**Extracted information**
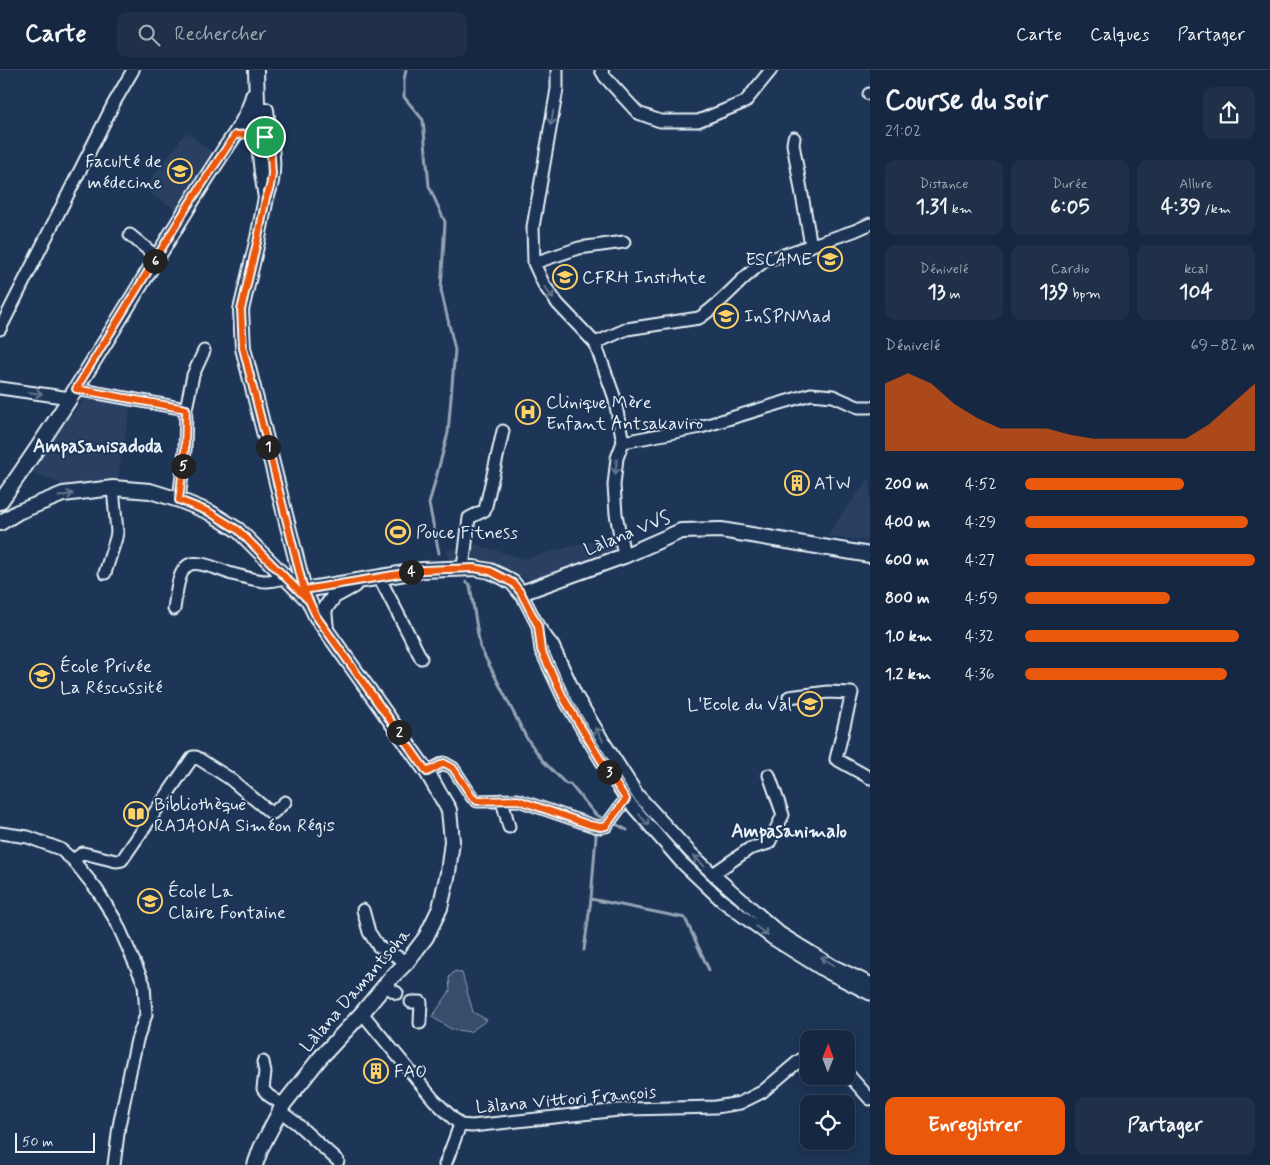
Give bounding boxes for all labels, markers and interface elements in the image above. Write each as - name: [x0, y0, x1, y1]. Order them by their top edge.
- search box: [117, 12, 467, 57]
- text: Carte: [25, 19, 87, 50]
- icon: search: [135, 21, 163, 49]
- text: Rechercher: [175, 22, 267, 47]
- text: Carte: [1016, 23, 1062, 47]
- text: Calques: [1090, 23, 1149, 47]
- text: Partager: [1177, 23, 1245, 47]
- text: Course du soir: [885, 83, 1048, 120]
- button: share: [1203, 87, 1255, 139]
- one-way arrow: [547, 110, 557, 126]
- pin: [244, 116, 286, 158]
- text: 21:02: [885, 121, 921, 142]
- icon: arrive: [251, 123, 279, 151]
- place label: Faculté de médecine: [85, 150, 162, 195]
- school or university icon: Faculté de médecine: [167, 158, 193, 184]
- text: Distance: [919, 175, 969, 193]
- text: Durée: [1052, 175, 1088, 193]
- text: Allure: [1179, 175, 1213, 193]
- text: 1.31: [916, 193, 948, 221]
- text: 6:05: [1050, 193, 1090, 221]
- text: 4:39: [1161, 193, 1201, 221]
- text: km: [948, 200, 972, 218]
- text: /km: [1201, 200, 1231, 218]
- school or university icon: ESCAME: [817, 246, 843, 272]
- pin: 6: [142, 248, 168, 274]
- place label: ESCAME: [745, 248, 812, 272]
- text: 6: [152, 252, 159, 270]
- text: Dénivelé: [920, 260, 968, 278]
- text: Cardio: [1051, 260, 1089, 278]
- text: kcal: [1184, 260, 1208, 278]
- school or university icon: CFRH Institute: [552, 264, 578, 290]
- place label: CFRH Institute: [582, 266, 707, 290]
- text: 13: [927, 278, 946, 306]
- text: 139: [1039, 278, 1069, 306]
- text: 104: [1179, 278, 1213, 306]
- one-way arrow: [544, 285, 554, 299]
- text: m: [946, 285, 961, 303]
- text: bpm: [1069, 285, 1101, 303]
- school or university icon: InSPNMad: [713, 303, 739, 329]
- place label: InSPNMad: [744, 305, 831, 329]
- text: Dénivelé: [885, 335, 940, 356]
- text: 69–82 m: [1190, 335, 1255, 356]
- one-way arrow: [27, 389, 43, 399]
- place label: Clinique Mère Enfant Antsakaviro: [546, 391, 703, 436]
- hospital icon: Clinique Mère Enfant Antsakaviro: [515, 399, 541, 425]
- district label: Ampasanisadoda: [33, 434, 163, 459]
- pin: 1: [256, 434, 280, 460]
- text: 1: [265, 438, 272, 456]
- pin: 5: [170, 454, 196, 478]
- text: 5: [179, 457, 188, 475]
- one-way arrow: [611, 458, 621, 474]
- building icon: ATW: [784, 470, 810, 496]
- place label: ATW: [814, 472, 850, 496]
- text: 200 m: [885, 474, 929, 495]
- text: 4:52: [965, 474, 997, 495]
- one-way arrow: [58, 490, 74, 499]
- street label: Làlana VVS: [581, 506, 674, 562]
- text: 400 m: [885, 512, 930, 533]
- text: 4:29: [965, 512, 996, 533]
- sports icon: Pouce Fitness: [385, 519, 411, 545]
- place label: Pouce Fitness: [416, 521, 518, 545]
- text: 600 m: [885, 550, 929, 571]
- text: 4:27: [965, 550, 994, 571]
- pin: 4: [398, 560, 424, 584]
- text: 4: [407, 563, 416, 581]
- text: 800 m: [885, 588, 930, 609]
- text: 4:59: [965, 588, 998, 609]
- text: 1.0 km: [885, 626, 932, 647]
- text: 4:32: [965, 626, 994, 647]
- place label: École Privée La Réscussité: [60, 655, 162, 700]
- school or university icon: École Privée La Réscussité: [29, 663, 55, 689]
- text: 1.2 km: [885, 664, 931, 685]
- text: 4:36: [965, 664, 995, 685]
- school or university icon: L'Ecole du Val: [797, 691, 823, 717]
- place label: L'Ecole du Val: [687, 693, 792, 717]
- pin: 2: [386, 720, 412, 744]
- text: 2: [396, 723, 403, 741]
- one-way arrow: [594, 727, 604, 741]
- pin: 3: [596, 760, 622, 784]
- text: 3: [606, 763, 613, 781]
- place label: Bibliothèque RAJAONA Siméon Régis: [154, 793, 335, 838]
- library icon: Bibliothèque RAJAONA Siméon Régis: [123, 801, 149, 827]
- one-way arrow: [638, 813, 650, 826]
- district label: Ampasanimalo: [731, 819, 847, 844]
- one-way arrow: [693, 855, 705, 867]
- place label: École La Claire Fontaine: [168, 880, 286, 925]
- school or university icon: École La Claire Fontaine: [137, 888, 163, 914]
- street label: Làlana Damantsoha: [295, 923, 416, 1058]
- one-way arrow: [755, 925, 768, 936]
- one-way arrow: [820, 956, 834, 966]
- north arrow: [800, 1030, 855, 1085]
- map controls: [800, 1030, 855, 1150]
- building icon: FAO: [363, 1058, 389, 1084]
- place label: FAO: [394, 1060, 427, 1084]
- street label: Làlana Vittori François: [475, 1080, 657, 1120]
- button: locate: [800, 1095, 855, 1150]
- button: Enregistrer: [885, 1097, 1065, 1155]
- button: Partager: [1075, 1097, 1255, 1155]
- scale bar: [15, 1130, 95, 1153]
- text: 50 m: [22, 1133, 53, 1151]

**Task instructions**
Copy here each line of the preceding records with "Siméon" in it.

**Exercise result**
- place label: Bibliothèque RAJAONA Siméon Régis: [154, 793, 335, 838]
- library icon: Bibliothèque RAJAONA Siméon Régis: [123, 801, 149, 827]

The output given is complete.